Description of the task — Count every line below containing "grid"; state the number only.

Source records —
+---+

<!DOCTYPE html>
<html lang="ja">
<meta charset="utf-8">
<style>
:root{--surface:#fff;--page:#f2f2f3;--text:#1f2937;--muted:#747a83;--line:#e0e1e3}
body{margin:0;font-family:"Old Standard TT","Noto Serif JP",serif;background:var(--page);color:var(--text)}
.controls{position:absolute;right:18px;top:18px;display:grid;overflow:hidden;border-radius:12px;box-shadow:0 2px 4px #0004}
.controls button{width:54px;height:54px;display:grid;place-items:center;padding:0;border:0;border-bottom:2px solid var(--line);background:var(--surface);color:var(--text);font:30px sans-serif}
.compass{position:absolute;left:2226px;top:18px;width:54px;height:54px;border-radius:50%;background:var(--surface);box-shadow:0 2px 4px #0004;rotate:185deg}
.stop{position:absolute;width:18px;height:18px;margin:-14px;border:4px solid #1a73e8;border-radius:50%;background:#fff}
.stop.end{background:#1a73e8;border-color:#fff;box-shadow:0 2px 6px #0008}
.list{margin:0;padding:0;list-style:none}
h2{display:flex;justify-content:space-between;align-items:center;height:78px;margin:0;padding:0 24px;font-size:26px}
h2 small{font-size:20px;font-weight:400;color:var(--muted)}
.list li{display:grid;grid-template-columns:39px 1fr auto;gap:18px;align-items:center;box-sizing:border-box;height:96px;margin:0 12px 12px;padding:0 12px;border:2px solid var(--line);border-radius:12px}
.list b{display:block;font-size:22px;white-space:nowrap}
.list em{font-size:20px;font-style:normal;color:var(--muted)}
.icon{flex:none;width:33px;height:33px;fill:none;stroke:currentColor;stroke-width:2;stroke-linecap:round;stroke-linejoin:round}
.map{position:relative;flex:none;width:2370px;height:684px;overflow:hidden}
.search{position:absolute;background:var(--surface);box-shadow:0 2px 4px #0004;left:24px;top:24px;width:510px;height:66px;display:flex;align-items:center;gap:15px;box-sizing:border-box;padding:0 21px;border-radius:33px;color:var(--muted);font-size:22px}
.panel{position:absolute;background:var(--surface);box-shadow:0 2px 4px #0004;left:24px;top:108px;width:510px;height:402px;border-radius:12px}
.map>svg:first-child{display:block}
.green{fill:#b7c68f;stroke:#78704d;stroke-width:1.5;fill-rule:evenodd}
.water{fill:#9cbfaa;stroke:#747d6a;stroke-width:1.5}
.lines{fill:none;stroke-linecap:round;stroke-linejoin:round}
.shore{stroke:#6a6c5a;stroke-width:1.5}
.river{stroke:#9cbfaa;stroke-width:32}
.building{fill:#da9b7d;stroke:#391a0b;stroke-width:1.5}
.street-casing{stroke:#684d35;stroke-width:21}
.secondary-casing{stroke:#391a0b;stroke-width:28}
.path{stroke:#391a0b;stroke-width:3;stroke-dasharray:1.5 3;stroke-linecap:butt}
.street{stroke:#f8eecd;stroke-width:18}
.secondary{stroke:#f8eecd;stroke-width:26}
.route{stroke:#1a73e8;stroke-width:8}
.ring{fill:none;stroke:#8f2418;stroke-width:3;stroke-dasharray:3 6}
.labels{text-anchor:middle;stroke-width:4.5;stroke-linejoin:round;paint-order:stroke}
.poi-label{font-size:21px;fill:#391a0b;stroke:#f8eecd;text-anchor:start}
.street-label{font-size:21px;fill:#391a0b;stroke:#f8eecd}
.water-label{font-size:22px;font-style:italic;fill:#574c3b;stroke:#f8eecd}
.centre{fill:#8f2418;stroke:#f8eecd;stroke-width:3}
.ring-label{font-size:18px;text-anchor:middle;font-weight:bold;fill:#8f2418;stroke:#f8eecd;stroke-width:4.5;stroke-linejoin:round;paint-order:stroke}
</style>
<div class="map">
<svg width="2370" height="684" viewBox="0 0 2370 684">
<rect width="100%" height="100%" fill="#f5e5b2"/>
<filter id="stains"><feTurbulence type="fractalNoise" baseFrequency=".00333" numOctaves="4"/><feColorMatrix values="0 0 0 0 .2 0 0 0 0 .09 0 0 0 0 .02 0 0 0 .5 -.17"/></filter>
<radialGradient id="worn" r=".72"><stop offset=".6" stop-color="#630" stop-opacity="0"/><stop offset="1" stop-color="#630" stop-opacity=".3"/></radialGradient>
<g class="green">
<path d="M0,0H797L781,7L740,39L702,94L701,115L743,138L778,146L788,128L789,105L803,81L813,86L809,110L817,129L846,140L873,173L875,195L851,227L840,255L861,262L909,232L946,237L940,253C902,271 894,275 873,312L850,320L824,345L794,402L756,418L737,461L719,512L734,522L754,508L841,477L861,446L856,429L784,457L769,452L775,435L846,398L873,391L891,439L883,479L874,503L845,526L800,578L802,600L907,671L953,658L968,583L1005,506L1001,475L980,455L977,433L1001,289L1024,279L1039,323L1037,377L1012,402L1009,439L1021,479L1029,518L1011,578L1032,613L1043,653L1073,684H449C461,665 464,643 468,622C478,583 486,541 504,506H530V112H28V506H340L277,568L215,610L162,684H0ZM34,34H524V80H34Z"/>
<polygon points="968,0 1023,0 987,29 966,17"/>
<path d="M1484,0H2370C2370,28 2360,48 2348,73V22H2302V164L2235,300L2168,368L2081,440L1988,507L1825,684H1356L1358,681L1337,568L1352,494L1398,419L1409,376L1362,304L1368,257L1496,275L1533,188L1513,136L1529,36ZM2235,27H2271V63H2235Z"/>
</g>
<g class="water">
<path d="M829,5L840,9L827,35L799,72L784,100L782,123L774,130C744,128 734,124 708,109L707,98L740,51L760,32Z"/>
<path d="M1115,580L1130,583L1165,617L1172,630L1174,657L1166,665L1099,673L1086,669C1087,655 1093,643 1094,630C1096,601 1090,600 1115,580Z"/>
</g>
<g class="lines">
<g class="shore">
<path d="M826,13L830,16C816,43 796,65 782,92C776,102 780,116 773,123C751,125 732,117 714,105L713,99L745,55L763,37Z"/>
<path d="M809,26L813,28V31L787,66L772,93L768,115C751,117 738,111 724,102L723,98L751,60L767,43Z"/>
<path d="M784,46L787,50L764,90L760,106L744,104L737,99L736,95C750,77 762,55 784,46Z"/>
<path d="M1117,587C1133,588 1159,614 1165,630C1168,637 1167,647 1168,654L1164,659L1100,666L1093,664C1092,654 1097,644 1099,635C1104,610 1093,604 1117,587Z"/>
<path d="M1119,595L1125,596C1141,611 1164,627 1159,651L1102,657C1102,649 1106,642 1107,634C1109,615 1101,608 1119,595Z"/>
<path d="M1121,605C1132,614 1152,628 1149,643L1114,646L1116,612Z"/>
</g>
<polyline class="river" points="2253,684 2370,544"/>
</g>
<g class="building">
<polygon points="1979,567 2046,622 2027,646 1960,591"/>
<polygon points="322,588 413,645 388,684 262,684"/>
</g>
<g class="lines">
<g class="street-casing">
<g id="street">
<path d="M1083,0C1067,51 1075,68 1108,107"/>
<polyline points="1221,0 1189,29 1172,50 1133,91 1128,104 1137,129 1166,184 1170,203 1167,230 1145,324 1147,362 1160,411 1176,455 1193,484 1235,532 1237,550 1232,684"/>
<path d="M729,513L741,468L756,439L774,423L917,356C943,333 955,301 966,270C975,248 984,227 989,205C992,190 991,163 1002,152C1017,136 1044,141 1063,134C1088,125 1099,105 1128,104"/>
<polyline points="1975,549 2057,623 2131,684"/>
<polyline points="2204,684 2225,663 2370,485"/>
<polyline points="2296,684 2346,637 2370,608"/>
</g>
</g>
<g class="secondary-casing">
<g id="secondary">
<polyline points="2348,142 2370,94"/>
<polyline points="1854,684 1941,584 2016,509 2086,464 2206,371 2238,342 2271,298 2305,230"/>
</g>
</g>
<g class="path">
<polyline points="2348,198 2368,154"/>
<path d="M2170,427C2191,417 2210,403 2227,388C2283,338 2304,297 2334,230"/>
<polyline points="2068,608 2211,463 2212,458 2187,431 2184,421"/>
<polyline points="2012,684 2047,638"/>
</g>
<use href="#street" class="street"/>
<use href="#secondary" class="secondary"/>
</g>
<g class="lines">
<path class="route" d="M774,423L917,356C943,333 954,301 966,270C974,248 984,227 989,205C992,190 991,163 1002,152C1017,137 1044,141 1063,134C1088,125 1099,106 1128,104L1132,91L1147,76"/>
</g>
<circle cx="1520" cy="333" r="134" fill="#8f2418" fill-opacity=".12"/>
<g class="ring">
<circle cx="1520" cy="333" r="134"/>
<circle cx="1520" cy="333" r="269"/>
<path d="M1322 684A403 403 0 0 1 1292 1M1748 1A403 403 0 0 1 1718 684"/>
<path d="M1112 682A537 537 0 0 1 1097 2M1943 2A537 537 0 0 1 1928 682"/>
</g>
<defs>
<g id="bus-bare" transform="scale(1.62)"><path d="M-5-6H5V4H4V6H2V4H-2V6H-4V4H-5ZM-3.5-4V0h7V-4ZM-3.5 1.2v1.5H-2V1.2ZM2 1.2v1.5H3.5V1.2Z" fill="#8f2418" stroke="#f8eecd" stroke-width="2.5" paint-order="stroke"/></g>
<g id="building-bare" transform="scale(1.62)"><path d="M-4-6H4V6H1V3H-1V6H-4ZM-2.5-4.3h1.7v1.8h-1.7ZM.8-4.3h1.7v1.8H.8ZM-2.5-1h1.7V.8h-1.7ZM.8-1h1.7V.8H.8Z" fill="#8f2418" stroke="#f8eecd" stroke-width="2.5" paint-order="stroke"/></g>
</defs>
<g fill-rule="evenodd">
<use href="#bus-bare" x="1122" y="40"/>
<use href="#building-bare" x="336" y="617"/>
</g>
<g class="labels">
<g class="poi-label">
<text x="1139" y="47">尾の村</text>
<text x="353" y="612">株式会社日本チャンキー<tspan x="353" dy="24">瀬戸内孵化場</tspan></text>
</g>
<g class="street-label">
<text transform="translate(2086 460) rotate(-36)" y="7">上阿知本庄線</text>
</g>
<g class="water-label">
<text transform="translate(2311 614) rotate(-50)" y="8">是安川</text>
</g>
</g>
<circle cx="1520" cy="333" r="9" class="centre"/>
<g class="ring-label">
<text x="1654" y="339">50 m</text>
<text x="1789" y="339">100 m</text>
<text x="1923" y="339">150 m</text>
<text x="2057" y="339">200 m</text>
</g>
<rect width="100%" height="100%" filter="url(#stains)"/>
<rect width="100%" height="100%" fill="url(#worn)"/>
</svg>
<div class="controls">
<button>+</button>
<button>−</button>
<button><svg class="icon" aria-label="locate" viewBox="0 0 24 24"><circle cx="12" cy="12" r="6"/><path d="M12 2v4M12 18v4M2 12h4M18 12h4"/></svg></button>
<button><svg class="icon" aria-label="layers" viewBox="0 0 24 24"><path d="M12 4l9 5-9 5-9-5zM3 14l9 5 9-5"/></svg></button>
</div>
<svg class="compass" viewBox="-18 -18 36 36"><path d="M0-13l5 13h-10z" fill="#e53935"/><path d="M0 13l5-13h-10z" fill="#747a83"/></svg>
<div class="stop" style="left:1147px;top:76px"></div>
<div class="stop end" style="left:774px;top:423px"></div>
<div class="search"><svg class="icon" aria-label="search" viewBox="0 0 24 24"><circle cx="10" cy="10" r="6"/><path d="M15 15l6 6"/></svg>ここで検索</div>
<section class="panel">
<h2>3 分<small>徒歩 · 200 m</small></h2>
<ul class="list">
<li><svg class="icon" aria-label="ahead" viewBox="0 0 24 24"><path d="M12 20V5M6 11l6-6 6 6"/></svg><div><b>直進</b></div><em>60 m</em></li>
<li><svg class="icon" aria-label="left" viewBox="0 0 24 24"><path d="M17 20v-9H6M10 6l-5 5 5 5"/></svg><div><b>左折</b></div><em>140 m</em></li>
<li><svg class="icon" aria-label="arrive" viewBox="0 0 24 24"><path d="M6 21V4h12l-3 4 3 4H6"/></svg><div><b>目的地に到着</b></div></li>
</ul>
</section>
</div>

+---+

Expected answer — 3